Give the entries again, exactly as they stand.

[[ Provided entries, beginning ]]

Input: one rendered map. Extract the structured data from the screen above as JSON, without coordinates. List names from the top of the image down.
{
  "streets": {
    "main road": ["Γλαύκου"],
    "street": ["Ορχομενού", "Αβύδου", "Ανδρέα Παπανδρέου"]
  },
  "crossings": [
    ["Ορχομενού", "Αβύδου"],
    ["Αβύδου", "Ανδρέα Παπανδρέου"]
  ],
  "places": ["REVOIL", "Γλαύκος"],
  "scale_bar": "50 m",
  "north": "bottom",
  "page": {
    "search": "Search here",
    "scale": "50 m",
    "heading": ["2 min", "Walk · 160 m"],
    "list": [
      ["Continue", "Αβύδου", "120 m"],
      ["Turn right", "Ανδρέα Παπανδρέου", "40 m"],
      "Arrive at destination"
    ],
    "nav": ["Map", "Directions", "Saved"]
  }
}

[[ Provided entries, end ]]

**Final answer**
Input: one rendered map. Extract the structured data from the screen above as JSON, without coordinates. List names from the top of the image down.
{
  "streets": {
    "main road": ["Γλαύκου"],
    "street": ["Ορχομενού", "Αβύδου", "Ανδρέα Παπανδρέου"]
  },
  "crossings": [
    ["Ορχομενού", "Αβύδου"],
    ["Αβύδου", "Ανδρέα Παπανδρέου"]
  ],
  "places": ["REVOIL", "Γλαύκος"],
  "scale_bar": "50 m",
  "north": "bottom",
  "page": {
    "search": "Search here",
    "scale": "50 m",
    "heading": ["2 min", "Walk · 160 m"],
    "list": [
      ["Continue", "Αβύδου", "120 m"],
      ["Turn right", "Ανδρέα Παπανδρέου", "40 m"],
      "Arrive at destination"
    ],
    "nav": ["Map", "Directions", "Saved"]
  }
}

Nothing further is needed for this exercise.